The observation of the weather lavs the basis for the determination of climate. The observer who keeps a record for a few years will find that the temper

ature ranges from ten to fifteen degrees below zero to one hundred to one hundred five above. Sometimes the mercury will fall for a single morning to twenty or twenty-five degrees below zero, which is an infrequent occurrence. A frequent range is from zero to one hundred above, and the average for the year is about midway between these points, or fifty degrees, for Indiana. This average is called the mean annual temperature. Averages based on ten-year periods will scarcely vary one degree in a half century. Rainfall measured from year to year shows for this region an average of forty inches per year. In 1901 but thirty-one inches fell, seven of which fell in June. From July 4th during forty-two days no rain occurred in many parts of Indiana. This was an abnormal year not matched by any in the lifetime of the proverbial "oldest inhabitant." In March of the present year more than one-fourth of our annual average fell, and one-eighth of it fell within one day. This rain, considering its wide extent, was the greatest that has occurred within the history of the State. This has, however, been surpassed in local thunder-storms, in one of which in 1895 seven inches of rain fell in Crawfordsville and vicinity within a a few hours.

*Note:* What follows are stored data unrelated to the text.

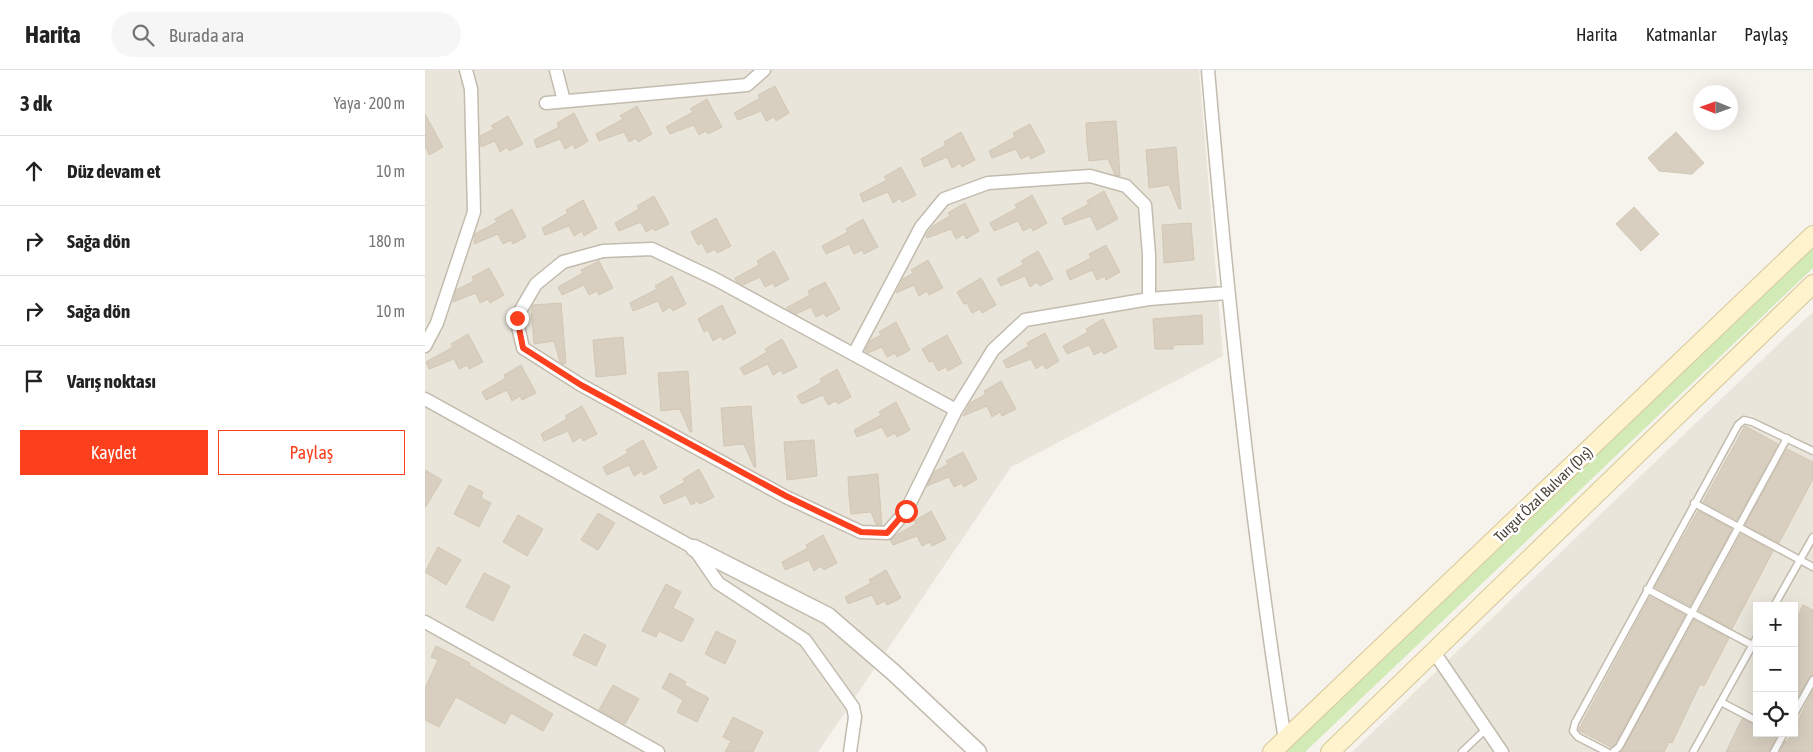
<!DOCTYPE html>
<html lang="tr">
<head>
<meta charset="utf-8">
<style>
  :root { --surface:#fff; --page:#f6f6f6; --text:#222; --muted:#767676; --line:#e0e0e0; --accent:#fc3f1d }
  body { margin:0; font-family:"Asap Condensed",sans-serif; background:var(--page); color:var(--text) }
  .controls { position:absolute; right:15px; bottom:15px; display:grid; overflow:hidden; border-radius:0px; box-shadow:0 5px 20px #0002 }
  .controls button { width:45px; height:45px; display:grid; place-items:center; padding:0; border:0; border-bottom:1px solid var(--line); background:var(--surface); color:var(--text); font:25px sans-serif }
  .compass { position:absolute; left:1268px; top:15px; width:45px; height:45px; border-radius:50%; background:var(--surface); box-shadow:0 5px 20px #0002; rotate:271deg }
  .stop { position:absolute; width:15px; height:15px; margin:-11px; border:4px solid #fc3f1d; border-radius:50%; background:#fff }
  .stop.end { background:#fc3f1d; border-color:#fff; box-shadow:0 1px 5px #0008 }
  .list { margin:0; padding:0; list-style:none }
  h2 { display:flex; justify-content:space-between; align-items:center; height:65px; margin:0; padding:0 20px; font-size:21px }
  h2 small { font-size:16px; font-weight:400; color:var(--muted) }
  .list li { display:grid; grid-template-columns:32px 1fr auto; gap:15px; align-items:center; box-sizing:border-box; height:70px; padding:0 20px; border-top:1px solid var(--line) }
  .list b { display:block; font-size:19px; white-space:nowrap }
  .list em { font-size:16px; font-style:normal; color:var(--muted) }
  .actions { display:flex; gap:10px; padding:15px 20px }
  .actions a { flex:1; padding:11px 0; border:1px solid var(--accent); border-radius:0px; text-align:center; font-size:18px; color:var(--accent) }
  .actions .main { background:var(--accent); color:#fff }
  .icon { flex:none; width:28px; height:28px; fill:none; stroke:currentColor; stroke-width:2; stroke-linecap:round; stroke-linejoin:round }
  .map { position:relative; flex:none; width:1388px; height:682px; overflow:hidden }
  header { display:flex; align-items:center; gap:30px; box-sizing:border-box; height:70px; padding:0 25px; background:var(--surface); border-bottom:1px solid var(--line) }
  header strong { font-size:24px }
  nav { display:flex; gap:28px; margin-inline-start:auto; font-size:18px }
  .search { width:350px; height:45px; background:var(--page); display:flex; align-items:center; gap:12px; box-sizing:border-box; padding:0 18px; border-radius:28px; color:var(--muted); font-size:19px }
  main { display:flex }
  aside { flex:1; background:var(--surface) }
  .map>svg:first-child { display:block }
</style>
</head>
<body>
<header>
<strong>Harita</strong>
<div class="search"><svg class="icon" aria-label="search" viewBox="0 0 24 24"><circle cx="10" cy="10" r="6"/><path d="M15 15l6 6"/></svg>Burada ara</div>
<nav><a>Harita</a><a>Katmanlar</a><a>Paylaş</a></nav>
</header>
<main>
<aside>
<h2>3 dk<small>Yaya · 200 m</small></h2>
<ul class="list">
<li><svg class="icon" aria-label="ahead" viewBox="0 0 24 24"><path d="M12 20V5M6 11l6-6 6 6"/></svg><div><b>Düz devam et</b></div><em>10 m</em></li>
<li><svg class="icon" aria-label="right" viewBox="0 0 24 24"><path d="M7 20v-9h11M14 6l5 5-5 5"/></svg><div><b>Sağa dön</b></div><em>180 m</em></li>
<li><svg class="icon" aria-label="right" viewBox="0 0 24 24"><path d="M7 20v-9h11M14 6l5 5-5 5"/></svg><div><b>Sağa dön</b></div><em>10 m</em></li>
<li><svg class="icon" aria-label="arrive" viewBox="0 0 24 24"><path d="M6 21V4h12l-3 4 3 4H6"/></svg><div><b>Varış noktası</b></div></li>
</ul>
<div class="actions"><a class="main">Kaydet</a><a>Paylaş</a></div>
</aside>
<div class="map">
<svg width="1388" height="682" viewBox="0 0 1388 682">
  <rect width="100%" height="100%" fill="#f6f3ec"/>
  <path fill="#eae5da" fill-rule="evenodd" d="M 0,0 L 774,0 L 798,286 L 586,397 L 393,682 L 0,682 Z
    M 1388,242 L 1388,682 L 927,682 L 1363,265 ZM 1332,536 L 1369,536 L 1369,663 L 1332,663 Z"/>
  <path fill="#d2eab5" d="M 1388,178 L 1388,198 L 880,682 L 861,682 Z"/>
  <path fill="#d8cfc1" stroke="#d3c7b4" d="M 350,16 L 364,43 L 351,51 L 349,47 L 341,51 L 336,41 L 313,50 L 309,43 L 335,28 L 333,25 Z
    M 282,29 L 297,57 L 283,64 L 281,61 L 274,65 L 269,55 L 245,64 L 241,57 L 268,42 L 265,39 Z
    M 212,36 L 227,64 L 213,72 L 211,68 L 204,72 L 199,62 L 174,71 L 171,64 L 198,49 L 195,46 Z
    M 149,43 L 163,71 L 150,79 L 148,74 L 140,79 L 135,69 L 112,78 L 109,70 L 134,57 L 132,53 Z
    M 0,44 L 18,77 L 4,85 L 0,76 Z
    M 83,46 L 98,74 L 84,81 L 82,77 L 75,82 L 70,71 L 56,77 L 55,66 L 69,59 L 66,56 Z
    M 691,51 L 693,76 L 695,106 L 690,105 L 683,89 L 664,91 L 662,73 L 661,53 Z
    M 605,54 L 620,82 L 606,89 L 604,85 L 596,89 L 591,79 L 567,88 L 564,81 L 590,67 L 588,63 Z
    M 536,62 L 550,90 L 537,97 L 535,93 L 527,98 L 522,87 L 499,97 L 496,89 L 521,75 L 519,72 Z
    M 1251,62 L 1279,93 L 1267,104 L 1234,101 L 1223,88 Z
    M 751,77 L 756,139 L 754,139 L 744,115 L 724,118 L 721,80 Z
    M 476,97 L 491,125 L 477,132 L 475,128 L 468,133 L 463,122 L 438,132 L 435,124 L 462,110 L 459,107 Z
    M 679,121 L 693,149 L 672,160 L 665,146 L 640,155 L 637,148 L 664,134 L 662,131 Z
    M 607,125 L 622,153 L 608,161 L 606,157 L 598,161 L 593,151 L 569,161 L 565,153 L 592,138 L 590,135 Z
    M 229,126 L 244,154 L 230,161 L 228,158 L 221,162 L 216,152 L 194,161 L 190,153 L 214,139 L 212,136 Z
    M 158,130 L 172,158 L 159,166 L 157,161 L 149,166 L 144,156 L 120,165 L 117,158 L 143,143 L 141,140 Z
    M 540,133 L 554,161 L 541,169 L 539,164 L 531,169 L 526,159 L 502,168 L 501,165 L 508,156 L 525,146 L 523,143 Z
    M 1209,137 L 1234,164 L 1216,181 L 1191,154 Z
    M 87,139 L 101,167 L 88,174 L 86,170 L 78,174 L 73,164 L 49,174 L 50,164 L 72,152 L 70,149 Z
    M 291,148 L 306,176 L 292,183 L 290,179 L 282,183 L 277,173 L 273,175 L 266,162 Z
    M 438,149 L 453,177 L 439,184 L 437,180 L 429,184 L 424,174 L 401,184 L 397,176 L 423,162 L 421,159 Z
    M 766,153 L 769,190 L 739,193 L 737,155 Z
    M 681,175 L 695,202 L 681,210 L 680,206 L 672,210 L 667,200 L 645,210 L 641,201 L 666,188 L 664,184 Z
    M 349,181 L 364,209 L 350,217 L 348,213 L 340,217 L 335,207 L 318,215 L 311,211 L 310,208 L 334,195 L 332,191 Z
    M 613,181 L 628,209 L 615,216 L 612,212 L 605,217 L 600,206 L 576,216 L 572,209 L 599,194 L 596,191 Z
    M 503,190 L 518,218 L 504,225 L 502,221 L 494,226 L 489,215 L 471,223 L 478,209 L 488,203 L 486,200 Z
    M 174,191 L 188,218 L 174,225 L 172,221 L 164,225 L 159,215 L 137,225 L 133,217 L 158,203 L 156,200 Z
    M 64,198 L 79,225 L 65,233 L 63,229 L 55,233 L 51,223 L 28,232 L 31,220 L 49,211 L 47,207 Z
    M 247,206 L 261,234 L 248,241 L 245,237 L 238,242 L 233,231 L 208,241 L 205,233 L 232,219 L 230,216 Z
    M 556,208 L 571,235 L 557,243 L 555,239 L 547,243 L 542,233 L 539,234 L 532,222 Z
    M 400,212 L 415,239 L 401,247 L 399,243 L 391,247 L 386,237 L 371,244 L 361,238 L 385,225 L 383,221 Z
    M 136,233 L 141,293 L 138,294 L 135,292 L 129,271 L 109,274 L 106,238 L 108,235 Z
    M 297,235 L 311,263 L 298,270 L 296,266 L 288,271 L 283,260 L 279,262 L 273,249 Z
    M 777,245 L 778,274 L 748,275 L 748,279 L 730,279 L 728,249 Z
    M 678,249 L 692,277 L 679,284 L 677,281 L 669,285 L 664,275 L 642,284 L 638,276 L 663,262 L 661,259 Z
    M 471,252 L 485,280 L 472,287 L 470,283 L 462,287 L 457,277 L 443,283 L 440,281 L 445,271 L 456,265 L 454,262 Z
    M 620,263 L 634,291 L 621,299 L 618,294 L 611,299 L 606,289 L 582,298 L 578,291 L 604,276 L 602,273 Z
    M 43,264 L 58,292 L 44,299 L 42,295 L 34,299 L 29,289 L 4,299 L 1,292 L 28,277 L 26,274 Z
    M 522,265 L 537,293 L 523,301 L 521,297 L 513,301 L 508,291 L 504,292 L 497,279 Z
    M 198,267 L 201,304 L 171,307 L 168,270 Z
    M 357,269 L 372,297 L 358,304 L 356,300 L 348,305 L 343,294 L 319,305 L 315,298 L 342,282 L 340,279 Z
    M 96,295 L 111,323 L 97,330 L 95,326 L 87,331 L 82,320 L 61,330 L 57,322 L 81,308 L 79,305 Z
    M 412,299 L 426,327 L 413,334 L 411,331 L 403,335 L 398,325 L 377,334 L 372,326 L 397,312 L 395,309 Z
    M 263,301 L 267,362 L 265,362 L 255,339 L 236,341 L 233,303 Z
    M 576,311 L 591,339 L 577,346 L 575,342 L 567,347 L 562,336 L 538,346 L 545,333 L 561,324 L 559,321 Z
    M 471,332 L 485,360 L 472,367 L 470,363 L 462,367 L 457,357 L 432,367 L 429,360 L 456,345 L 454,342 Z
    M 157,336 L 172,364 L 158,371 L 156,367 L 148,372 L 143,361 L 119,371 L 116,364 L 142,349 L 140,346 Z
    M 326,336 L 331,397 L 329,397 L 319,374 L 299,376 L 296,338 Z
    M 1320,356 L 1353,374 L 1312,450 L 1278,432 Z
    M 218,370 L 232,398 L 219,405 L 217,401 L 209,406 L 204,395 L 182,405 L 178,397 L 203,383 L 201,380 Z
    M 389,370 L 392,406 L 362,410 L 359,372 Z
    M 1362,379 L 1388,392 L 1388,409 L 1354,473 L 1320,455 Z
    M 538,382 L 552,409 L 539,417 L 537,413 L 529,417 L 524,407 L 502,416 L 509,402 L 523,394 L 521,391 Z
    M 274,399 L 289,427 L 275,434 L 273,431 L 266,435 L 261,425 L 239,434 L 235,426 L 260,412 L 258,409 Z
    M 0,400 L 17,410 L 0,438 Z
    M 453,404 L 455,430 L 457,455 L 451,454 L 446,442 L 426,444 L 424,426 L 423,407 Z
    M 44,415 L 58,422 L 56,428 L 66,433 L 54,457 L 29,444 Z
    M 506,441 L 521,469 L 507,476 L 505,472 L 497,476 L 492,466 L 468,475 L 465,470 L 471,465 L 491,454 L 489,451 Z
    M 1273,441 L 1307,459 L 1265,536 L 1230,517 Z
    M 173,443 L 190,453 L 173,480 L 156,470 Z
    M 93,445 L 118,459 L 102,486 L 78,472 Z
    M 1316,464 L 1348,481 L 1307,559 L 1274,541 Z
    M 398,465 L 412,493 L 399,500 L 396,496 L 389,501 L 384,490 L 360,500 L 357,492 L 383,478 L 381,475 Z
    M 13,477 L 36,490 L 21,515 L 0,502 Z
    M 461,500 L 476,528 L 462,535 L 460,531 L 452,535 L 447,525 L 423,534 L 420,527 L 446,513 L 444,510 Z
    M 59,503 L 85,516 L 68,551 L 41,537 Z
    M 241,514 L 256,522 L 248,538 L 269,549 L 257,572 L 234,561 L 231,567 L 217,561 Z
    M 1225,527 L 1260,545 L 1190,674 L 1186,677 L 1155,661 L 1154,659 Z
    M 1378,535 L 1388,540 L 1388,605 L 1384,608 L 1372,628 L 1369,626 L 1369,553 Z
    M 1269,550 L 1304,568 L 1279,616 L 1275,614 L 1247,673 L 1244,672 L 1239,682 L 1196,682 Z
    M 291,561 L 311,571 L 300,594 L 280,584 Z
    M 159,564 L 181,575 L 171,596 L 148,585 Z
    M 11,576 L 45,593 L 44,595 L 128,644 L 118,661 L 86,643 L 80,654 L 31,627 L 14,657 L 0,650 L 0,618 L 13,590 L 6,587 Z
    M 245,603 L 261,612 L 259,615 L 284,628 L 272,652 L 252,642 L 258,630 L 237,618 Z
    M 188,615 L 214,629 L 200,654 L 174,640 Z
    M 1388,620 L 1388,682 L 1355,682 L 1360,671 L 1362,672 L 1367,663 L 1369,663 L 1369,659 Z
    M 308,647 L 338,662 L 328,682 L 300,682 L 306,671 L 298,667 Z
    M 1317,649 L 1332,656 L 1332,663 L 1345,663 L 1351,667 L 1344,682 L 1301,682 Z"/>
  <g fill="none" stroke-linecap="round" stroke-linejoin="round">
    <g stroke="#c2bbae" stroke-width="9">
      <path id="service" d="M 1269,433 L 1388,497
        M 1222,519 L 1327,575
        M 1349,536 L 1388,467
        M 1296,632 L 1332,651
        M 1369,644 L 1388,610
        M 1037,682 L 1061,659
        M 1182,682 L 1153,667 L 1148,661 L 1150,653 L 1313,355 L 1319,350 L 1327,352 L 1388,381
        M 1188,682 L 1194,677 L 1362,368
        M 1268,682 L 1332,567
        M 1349,682 L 1359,663"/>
    </g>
    <g stroke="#c2bbae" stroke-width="15">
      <path id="minor" d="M 131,0 L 139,31
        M 783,0 C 802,224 825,448 860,670
        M 121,33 L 322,15 L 339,0
        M 0,276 L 12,253 L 49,142 L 46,19 L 41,0
        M 429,284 L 496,157 L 519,129 L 563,113 L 665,106 L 701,116 L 720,135 L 724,185 L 724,229
        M 0,329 L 269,478 L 293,513 L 380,570 L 428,637 L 430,647 L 425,682
        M 531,340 L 290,209 L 227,179 L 178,181 L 138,192 L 111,214 L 91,248 L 98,278 L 156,315 L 361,427 L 436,462 L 462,463 L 481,441 L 531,340 L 568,280 L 600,250 L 724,229 L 802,223
        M 0,552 L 233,682
        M 1009,582 L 1077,682"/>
    </g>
    <g stroke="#c2bbae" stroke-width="19">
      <path id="tertiary" d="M 269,478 L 403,546 L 468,602 L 553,682"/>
    </g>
    <g stroke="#d6c79b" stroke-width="20">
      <path id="secondary" d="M 847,682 L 1388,165
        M 905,682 L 1388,214"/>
    </g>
    <use href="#service" stroke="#fff" stroke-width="6"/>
    <use href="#minor" stroke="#fff" stroke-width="12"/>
    <use href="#tertiary" stroke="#fff" stroke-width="16"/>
    <use href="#secondary" stroke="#fff3cd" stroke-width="18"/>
  </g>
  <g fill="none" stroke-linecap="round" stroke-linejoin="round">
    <path stroke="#fc3f1d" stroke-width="6" d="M 92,248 L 98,278 L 156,315 L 361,426 L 436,462 L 462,463 L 481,441"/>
  </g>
  <g text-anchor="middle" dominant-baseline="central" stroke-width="5" stroke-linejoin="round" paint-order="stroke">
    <g font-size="15" fill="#4b4439" stroke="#fff">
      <text transform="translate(1118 424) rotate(-44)">Turgut Özal Bulvarı (Dış)</text>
    </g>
  </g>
</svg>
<div class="controls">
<button>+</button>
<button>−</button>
<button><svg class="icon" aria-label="locate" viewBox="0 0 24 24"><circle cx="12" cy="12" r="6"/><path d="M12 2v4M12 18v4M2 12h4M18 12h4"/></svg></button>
</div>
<svg class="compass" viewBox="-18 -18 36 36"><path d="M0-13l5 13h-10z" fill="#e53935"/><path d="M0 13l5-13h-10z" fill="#767676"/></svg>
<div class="stop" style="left:481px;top:441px"></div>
<div class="stop end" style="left:92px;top:248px"></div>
</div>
</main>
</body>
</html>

Wind direction records show west winds on an average four days out of six. This shows the prevalence of the antitrade or westerly winds over this region, notwithstanding the variations due to the passage of cyclones.

A survey of the trees of any forest or orchard in one's neighborhood will show the effect of the antitrades on the position of the trunk and attitude of the branches of a greater number of trees.

Many facts of scientific interest and of practical value appear in the records and experience of the patient and faithful observer, and the training of the observational and reasoning powers is realized as fully as in any of the other lines of nature study.